While conceptionally very simpe, the 0.order extrapolation function has steps at the update times:

def f(x):
    return (x - 0.2)**3 + 0.5 * (x - 0.5)**2

tau = 0.2
sample_pts = np.round(np.linspace(-1, 1, 1001), 4)
update_pts = np.asarray([np.round(-1 + tau * i, 4) for i in range(11)])

plt.plot(sample_pts, f(sample_pts))

ft = tkwant.interaction.Extrapolate(f(-1.01), 0.01, order=0, x0=-1.01)

for x in sample_pts:
    if x in update_pts:
        error = ft.add_point(x, f(x))
        ft.set_stepsize(tau)
        plt.errorbar(x, f(x), yerr=abs(error), fmt='ok', ecolor='k', elinewidth=1, capsize=4)
    plt.plot(x, ft(x), 'o', c='#f28e2b', markersize=1)

plt.gca().legend(('exact','0. order'))
plt.xlabel(r'$x$')
plt.ylabel(r'exact vs. extrapolated $f(x)$')
plt.show()
../_images/self_consistent_31_0.png

1. order extrapolation

Two different ways are shown here to perform a linear extrapolation: With standard linear extrapolation, the extrapolated function \(y(x)\) has again discontineous steps at the update points. Contineous linear extrapolation, which is also the default method, has no jumps in the extrapolation function when the potential is updated, but coincides with the discontineous 1. order extrapolation with the point at the future update.

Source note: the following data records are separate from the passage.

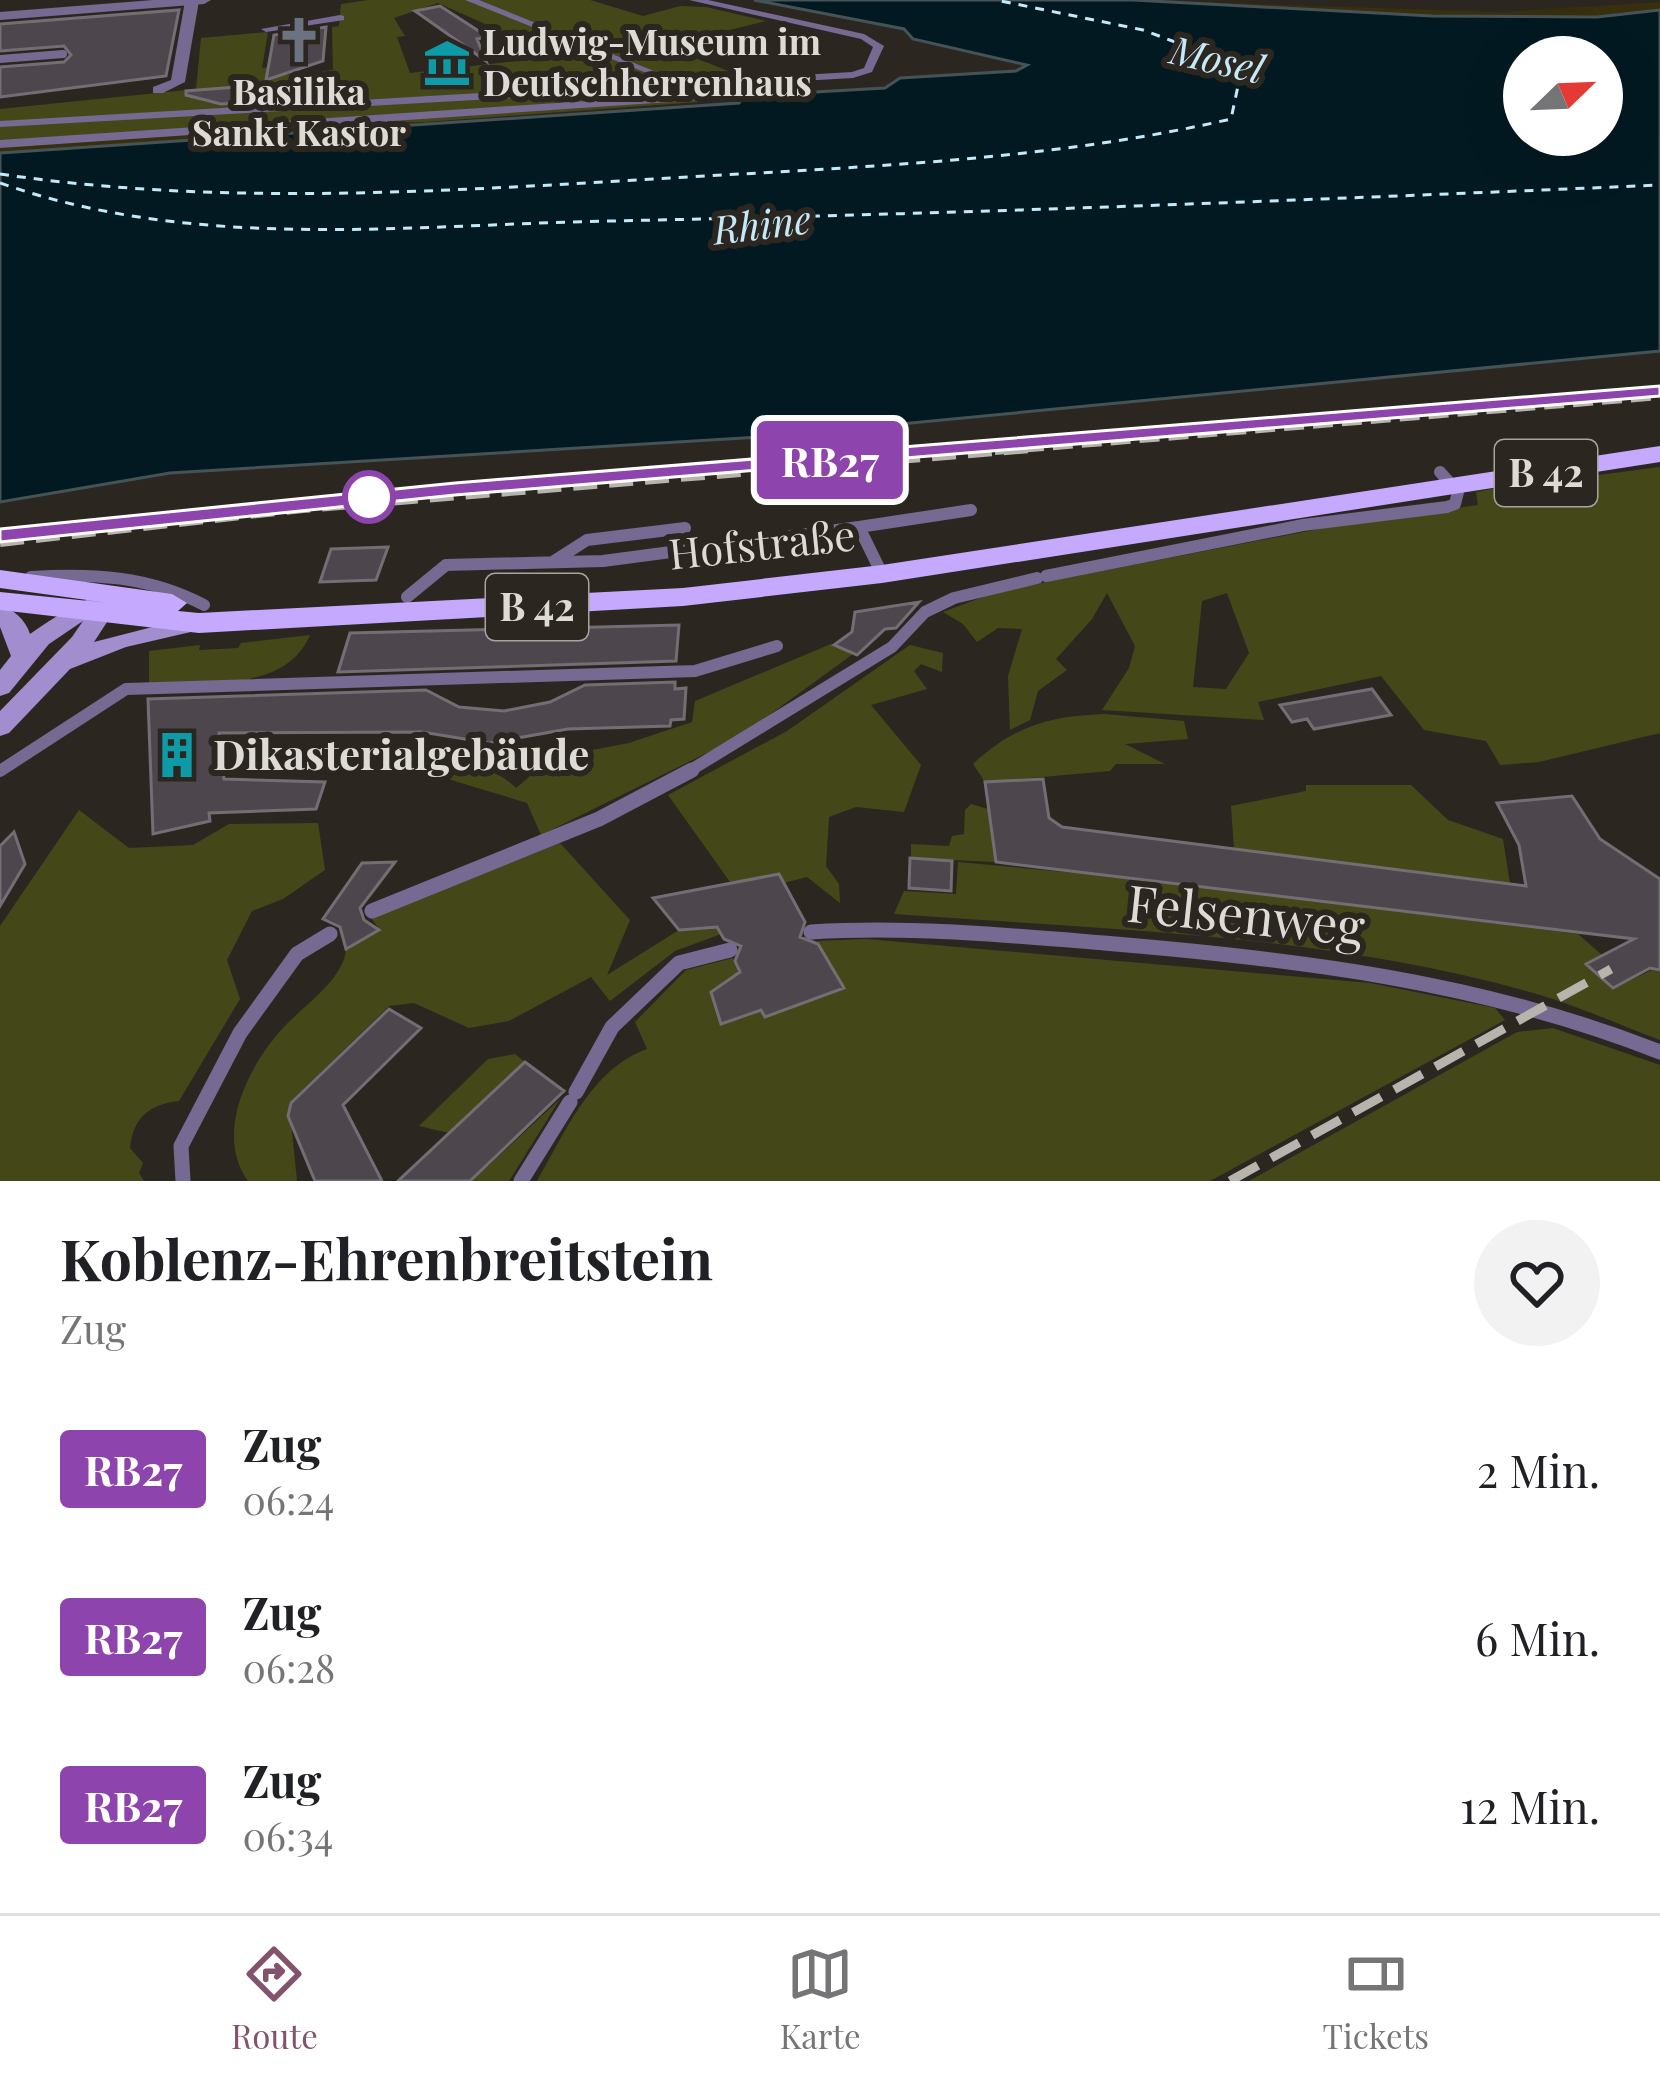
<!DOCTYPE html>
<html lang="de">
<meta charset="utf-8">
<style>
body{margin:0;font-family:"Playfair Display",serif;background:#f2f2f2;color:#202124;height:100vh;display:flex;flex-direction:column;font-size:45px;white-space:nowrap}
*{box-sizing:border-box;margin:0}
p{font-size:39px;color:#757577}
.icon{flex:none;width:66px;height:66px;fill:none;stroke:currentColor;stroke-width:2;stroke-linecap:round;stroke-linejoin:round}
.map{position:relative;height:1181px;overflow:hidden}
.sheet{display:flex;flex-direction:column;background:#fff;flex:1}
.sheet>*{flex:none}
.badge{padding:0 24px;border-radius:9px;font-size:42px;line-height:78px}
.needle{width:78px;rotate:67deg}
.fabs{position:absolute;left:1503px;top:36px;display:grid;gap:24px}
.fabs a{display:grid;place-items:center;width:120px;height:120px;border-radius:50%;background:#fff;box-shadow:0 12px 48px #0002;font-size:60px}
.map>.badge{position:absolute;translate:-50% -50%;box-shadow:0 0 0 6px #fff}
.round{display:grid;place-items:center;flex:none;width:126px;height:126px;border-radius:63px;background:#f2f2f2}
.overview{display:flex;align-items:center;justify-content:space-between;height:204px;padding:0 60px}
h1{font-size:57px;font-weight:700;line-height:90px}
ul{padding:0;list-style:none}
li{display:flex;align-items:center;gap:36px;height:168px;padding:0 60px}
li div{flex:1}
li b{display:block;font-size:45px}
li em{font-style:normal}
li .badge{min-width:132px;font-weight:700;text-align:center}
.menu{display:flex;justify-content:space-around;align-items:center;height:168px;border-top:3px solid #e0e0e0;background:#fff;font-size:33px;color:#757577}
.menu a{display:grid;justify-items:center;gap:6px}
.menu .on{color:#83526c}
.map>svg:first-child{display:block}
</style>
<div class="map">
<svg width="1660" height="1181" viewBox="0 0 1660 1181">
<rect width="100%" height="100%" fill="#2b2720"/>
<path fill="#444819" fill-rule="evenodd" d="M368,0H590L643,16L680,6L706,7L766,21L718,33L699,46L703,61L736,74L739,99L0,153V109L196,89L201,38L268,32L262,68L278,67L284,75L333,70L332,27L339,26L341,4ZM438,3L544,50V58L410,73L397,37L405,36L394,18Z
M1660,467V733L1539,762L1500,765L1486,741L1424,730L1381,676L1258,702L1264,720L1102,710L1129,668L1135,646L1107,593L1092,619L1056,659L1067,670L1038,691L1030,720L1010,730L1008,676L1022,629L998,628L977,642L963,624L943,612L999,591L1350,523L1478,505L1476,492L1491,489ZM1227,593L1249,653L1226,689L1193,687L1202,601Z
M310,635C285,694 202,681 149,683V651L200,645L199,650L238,648L241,643Z
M831,644L853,654L739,737L541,835L527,803L438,776C467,764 493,765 516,788L528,778L535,761L629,743L692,722L695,701Z
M910,645L943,653L942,672L921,664L914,671L927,689L871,705L921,765L904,812L856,807L829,817L826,866L839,884L840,903L807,877L784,883L778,874L730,882L668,795L787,731Z
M1104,714L1184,721L1188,739L1125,744L1165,764H1116L1110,771L985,782L973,764C1014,726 1050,716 1104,714Z
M1306,785H1411L1448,820L1503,839L1510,884L1234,849L1231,806L1306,791Z
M971,804L988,809L996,862L911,858V844L949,846L952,836L964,834L965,810Z
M79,810L129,848L193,845L229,824L318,823L325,870L283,899L252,911L227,960L240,999L179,1101C149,1104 133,1118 130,1148L143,1163L139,1173L144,1181H0V926Z
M560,843L630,920L607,975L679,930L718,927L721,934L675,951L610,1001L591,977L509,1021L469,1028L414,1003L389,1006L289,1103L297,1181H248C214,1134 248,1066 283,1028C304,1005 343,980 346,950L380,930L371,918Z
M958,862L1140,879L1578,934L1602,955L1585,964L1612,989L1652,970L1660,972V1040C1620,1025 1580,1007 1540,995C1332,934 1109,930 894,914L904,891L956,894Z
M866,939L1370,983L1495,1008L1505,1020L1210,1181H537C565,1133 591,1069 647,1049L635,1022L686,970L733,958L740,972L711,993L721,1023L761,1010L765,1017L843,988L817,941Z
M1553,1028L1660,1065V1181H1249L1517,1032Z
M515,1054L525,1062L449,1133L419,1126L488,1059Z
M560,1099L509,1181H472Z"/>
<path fill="#372f0e" d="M1133,0L1500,12L1660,2V10L1597,17L1432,16Z
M385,122H447L0,153V147Z"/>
<path fill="#031921" stroke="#455357" stroke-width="3" fill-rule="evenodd" d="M754,0H1133L1432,16L1597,17L1660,10V351L775,436L170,473L0,502V153L739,103L743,96L885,88L900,78L1016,71L1027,65L913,39L904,29ZM1524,57H1602V135H1524Z"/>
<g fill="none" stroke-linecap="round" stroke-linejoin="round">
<path stroke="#c4eafa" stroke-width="3" stroke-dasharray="9 8" stroke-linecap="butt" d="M0,174C231,208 458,190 689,177C872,166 1052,160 1231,119L1242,67L1143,30L996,0
M0,183C197,252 405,225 610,221C960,214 1310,200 1660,185"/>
</g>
<path fill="#4d464c" stroke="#756d74" stroke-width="3" d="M440,6L488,37L477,39L486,61L415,11Z
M179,10L166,76L0,97V67L64,62L71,55L64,46L0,51V24Z
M326,27L323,61L266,80L274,35Z
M250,86L296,99L221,104L186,95V91Z
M388,547L376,580L320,582L331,549Z
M919,602L896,628L885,629L857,655L834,645L852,632L855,612Z
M679,625L676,661L338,672L350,633Z
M675,682V689L686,688L684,719L671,720L670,726L568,729L489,743L422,732L219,733L224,779L325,782L316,809L209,813L210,821L153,834L148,699L426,690L459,707L504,711L550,702L585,685Z
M1372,689L1391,715L1314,729L1307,719L1292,722L1280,705Z
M1043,779L1049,818L1062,827L1526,886L1519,845L1497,803L1572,796L1600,839L1660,879V970L1650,968L1613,988L1586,964L1634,939L996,862L985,782Z
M14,832L25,864L0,906V846Z
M910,858L952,861L951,891L909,888Z
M395,862L360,908L364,920L379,930L346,949L340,927L323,919L362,863Z
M779,874L805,922L800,937L818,944L844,988L765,1017L761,1010L721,1024L711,992L740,972L735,961L741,946L724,939L717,927L679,930L653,898Z
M389,1009L421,1028L343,1105L382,1181H315L288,1116L291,1103Z
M525,1062L564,1091L470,1181H398Z"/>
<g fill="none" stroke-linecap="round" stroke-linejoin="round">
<path stroke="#766992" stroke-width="8" d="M0,59L63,54"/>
<path stroke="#766992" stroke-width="12" d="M859,527L971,510
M554,561L587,540L685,528
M1046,576L1303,525L1447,507L1455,504L1458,492L1440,472
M31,577C92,573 149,576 204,605
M407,597L446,565L603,561L859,527L882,574
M0,771L126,689L695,671L777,646
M686,773L892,647L925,612L954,598L1037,578"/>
<path stroke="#766992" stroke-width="15" d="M372,911L599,819L692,770
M811,932C909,926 1006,935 1104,943C1296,959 1480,981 1660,1052
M576,1092L612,1027L679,963L730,950
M183,1181L181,1146L240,1033L297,954L330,934
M521,1181L570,1102"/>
<path fill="#766992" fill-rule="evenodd" d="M465,0H479L681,82L852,72L864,68L873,47L861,39L689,0H708L864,34L884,46L872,72L853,78L733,85L734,95L728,98L0,148V140L722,92V86L0,127V121L669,82Z
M340,15L344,16V20L266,32L261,29Z"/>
<path fill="#766992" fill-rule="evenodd" d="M185,1H199L185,82L163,93H153V87L171,80Z"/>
<path fill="#766992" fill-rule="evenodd" d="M153,0H211L204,4L0,20V12Z"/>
<path fill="#a28dce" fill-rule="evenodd" d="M112,589L124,596L94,642L199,615L211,623L208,628L126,647L70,669L9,733L0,736V711L72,637L83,621L49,644L9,693L0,696V670L11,656L0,627V605C13,609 26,620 30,634C57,615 85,599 112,589Z"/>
<path fill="#c4a9fe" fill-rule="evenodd" d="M1660,446V462L882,583L683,606L199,633L0,610V592L109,603L0,588V570L172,594L187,603L178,611L199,613L683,588L882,565Z"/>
<path stroke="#b7b4ae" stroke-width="6" stroke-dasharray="20 9" stroke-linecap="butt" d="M995,452L1660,397"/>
<path stroke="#b7b4ae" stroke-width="8" stroke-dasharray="24 12" stroke-linecap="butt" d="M0,543L303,509L1031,449"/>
<path stroke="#b7b4ae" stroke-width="9" stroke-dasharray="32 15" stroke-linecap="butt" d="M1230,1181L1611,969"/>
</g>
<path fill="#8e44ad" stroke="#fff" stroke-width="3" d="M1660,386V396L455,495L0,542V529L455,483Z"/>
<defs>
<symbol id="church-bare" viewBox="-9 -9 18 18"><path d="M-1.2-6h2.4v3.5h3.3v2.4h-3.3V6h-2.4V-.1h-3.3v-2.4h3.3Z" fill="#6b7280" stroke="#2b2720" stroke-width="2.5" paint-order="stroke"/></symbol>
<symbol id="museum-bare" viewBox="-9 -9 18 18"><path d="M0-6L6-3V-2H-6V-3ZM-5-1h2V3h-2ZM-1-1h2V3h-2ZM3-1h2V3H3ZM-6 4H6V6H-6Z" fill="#0f9aa8" stroke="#2b2720" stroke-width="2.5" paint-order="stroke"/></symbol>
<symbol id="building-bare" viewBox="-9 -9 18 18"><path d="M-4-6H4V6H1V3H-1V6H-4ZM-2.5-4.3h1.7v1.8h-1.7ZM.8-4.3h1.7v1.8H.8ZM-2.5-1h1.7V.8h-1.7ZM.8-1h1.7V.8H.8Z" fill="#0f9aa8" stroke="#2b2720" stroke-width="2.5" paint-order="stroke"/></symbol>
</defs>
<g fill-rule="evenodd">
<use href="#church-bare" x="266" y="7" width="66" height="66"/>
<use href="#museum-bare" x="414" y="30" width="66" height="66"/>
<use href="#building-bare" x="144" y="722" width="66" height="66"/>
</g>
<circle fill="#fff" stroke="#8e44ad" stroke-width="6" cx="369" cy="497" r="24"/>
<g text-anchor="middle" stroke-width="12" stroke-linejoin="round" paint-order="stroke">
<g font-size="36" font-weight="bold" fill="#dedbd6" stroke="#2b2720" text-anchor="start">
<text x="483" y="55">Ludwig-Museum im<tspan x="483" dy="41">Deutschherrenhaus</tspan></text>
<text x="299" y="105" text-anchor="middle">Basilika<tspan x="299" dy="41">Sankt Kastor</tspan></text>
</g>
<g font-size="39" font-style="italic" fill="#c4eafa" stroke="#2b2720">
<text transform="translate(1217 60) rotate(13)" y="14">Mosel</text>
<text transform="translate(762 225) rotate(-7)" y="14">Rhine</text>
</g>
<g fill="#2b2720" stroke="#a8a59f" stroke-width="3">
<rect x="1495" y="440" width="102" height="66" rx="9"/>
<rect x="486" y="574" width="102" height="66" rx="9"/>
</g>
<g font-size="39" font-weight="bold" fill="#dedbd6">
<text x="1546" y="487">B 42</text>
<text x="537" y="621">B 42</text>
</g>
<g font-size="42" fill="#dedbd6" stroke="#2b2720">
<text transform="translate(762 545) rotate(-6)" y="15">Hofstraße</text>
</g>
<g font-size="42" font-weight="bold" fill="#dedbd6" stroke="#2b2720" text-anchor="start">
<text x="213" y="770">Dikasterialgebäude</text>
</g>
<g font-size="51" fill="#dedbd6" stroke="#2b2720">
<text transform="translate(1246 916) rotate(6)" y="18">Felsenweg</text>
</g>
</g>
</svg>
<div class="fabs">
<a><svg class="needle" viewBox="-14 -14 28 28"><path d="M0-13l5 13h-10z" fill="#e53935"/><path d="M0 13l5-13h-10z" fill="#757577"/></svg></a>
</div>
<b class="badge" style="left:830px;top:460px;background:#8e44ad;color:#fff">RB27</b>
</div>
<section class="sheet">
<div class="overview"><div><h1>Koblenz-Ehrenbreitstein</h1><p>Zug</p></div><a class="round"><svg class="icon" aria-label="heart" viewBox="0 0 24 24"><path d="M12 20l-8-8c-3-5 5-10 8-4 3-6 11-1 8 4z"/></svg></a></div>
<ul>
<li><span class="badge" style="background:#8e44ad;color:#fff">RB27</span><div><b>Zug</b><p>06:24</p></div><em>2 Min.</em></li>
<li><span class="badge" style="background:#8e44ad;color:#fff">RB27</span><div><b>Zug</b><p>06:28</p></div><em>6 Min.</em></li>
<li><span class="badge" style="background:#8e44ad;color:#fff">RB27</span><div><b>Zug</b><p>06:34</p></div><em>12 Min.</em></li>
</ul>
</section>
<nav class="menu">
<a class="on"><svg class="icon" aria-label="directions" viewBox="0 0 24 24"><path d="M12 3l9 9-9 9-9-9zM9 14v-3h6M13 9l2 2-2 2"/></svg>Route</a>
<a><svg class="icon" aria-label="map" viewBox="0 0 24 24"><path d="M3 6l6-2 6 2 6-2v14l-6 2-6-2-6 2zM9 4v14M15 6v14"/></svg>Karte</a>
<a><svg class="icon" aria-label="tickets" viewBox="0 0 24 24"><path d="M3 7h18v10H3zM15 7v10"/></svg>Tickets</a>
</nav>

plt.plot(sample_pts, f(sample_pts))

x0 = -1.01
y0 = f(x0)

ft = tkwant.interaction.Extrapolate(y0, 0.01, order=1, x0=x0)

for x in sample_pts:
    if x in update_pts:
        error = ft.add_point(x, f(x))
        ft.set_stepsize(tau)
        x1, y1 = x, f(x)
        dy = (y1 - y0) / (x1 - x0)
        x0, y0 = x1, y1
        plt.errorbar(x, y1, yerr=abs(error), fmt='ok', ecolor='k', elinewidth=1, capsize=4)
    plt.plot(x, ft(x), 'o', c='#f28e2b', markersize=1)
    plt.plot(x, y0 + (x - x0) * dy, 'o', c='#e15759', markersize=1)

plt.gca().legend(('exact','1. order contineous', '1. order discontineous'))
plt.xlabel(r'$x$')
plt.ylabel(r'exact vs. extrapolated $f(x)$')
plt.show()
../_images/self_consistent_32_0.png

Changing the extrapolation order

The extrapolation order can be changed in the following way:

# pre-bind new order to the extrapolate
import functools
extrapolate = functools.partial(tkwant.interaction.Extrapolate, order=0)

# set up the self-consistent interacting manybody wave function with a new extrapolator
sc_wavefunc = tkwant.interaction.SelfConsistentState(wave_function, density_operator,
                                                     hartree_potential,
                                                     extrapolator_type=extrapolate)

2.9.7. References

[1] T. Kloss, J. Weston, and X. Waintal, Transient and Sharvin resistances of Luttinger liquids, Phys. Rev. B 97,165134 (2018).

[2] B. Rossignol, T. Kloss, and X. Waintal, Role of Quasi-particles in an Electric Circuit with Josephson Junctions, Phys. Rev. Lett. 122, 207702 (2019).

[3] U. Bajpai and B. K. Nikolic, Time-retarded damping and magnetic inertia in the Landau-Lifshitz-Gilbert equation self-consistently coupled to electronic time-dependent nonequilibrium Green functions, Phys. Rev. B 99, 134409 (2019).

[4] T. Kloss, J. Weston, B. Gaury, B. Rossignol, C. Groth and X. Waintal, Tkwant: a software package for time-dependent quantum transport, New J. Phys. 23, 023025 (2021).